**Source information**
§ §
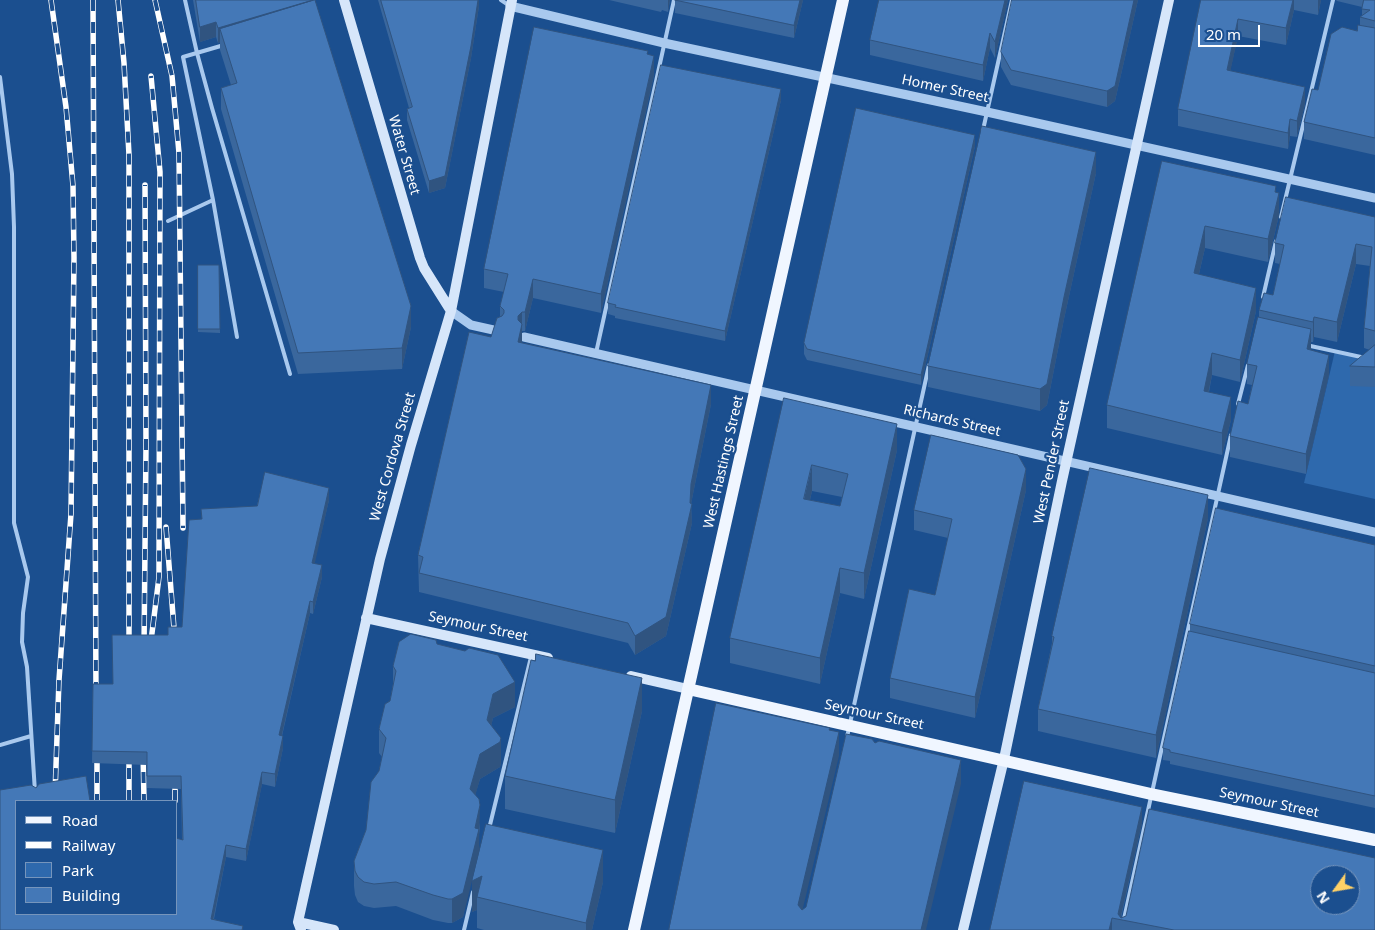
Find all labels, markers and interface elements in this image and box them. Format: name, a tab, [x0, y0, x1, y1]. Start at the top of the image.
scale bar	[1200, 15, 1262, 47]
text: 20 m	[1206, 24, 1241, 44]
street label: Homer Street	[900, 72, 990, 106]
street label: Water Street	[385, 113, 423, 197]
street label: West Cordova Street	[367, 391, 419, 523]
street label: West Hastings Street	[700, 394, 748, 530]
street label: West Pender Street	[1031, 399, 1073, 525]
street label: Richards Street	[902, 402, 1002, 440]
street label: Seymour Street	[427, 608, 529, 646]
street label: Seymour Street	[823, 696, 925, 734]
street label: Seymour Street	[1218, 784, 1320, 822]
legend	[15, 800, 178, 915]
text: Road	[62, 810, 98, 830]
text: Railway	[62, 835, 115, 855]
text: Park	[62, 860, 94, 880]
north arrow	[1310, 865, 1360, 915]
text: Building	[62, 885, 120, 905]
text: N	[1312, 888, 1334, 908]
§ §
What you give back should be the full material above, retyped exactly, with every image removed.

**Solution for this problem**
Find all labels, markers and interface elements in this image and box them. Format: name, a tab, [x0, y0, x1, y1]. Start at the top of the image.
scale bar	[1200, 15, 1262, 47]
text: 20 m	[1206, 24, 1241, 44]
street label: Homer Street	[900, 72, 990, 106]
street label: Water Street	[385, 113, 423, 197]
street label: West Cordova Street	[367, 391, 419, 523]
street label: West Hastings Street	[700, 394, 748, 530]
street label: West Pender Street	[1031, 399, 1073, 525]
street label: Richards Street	[902, 402, 1002, 440]
street label: Seymour Street	[427, 608, 529, 646]
street label: Seymour Street	[823, 696, 925, 734]
street label: Seymour Street	[1218, 784, 1320, 822]
legend	[15, 800, 178, 915]
text: Road	[62, 810, 98, 830]
text: Railway	[62, 835, 115, 855]
text: Park	[62, 860, 94, 880]
north arrow	[1310, 865, 1360, 915]
text: Building	[62, 885, 120, 905]
text: N	[1312, 888, 1334, 908]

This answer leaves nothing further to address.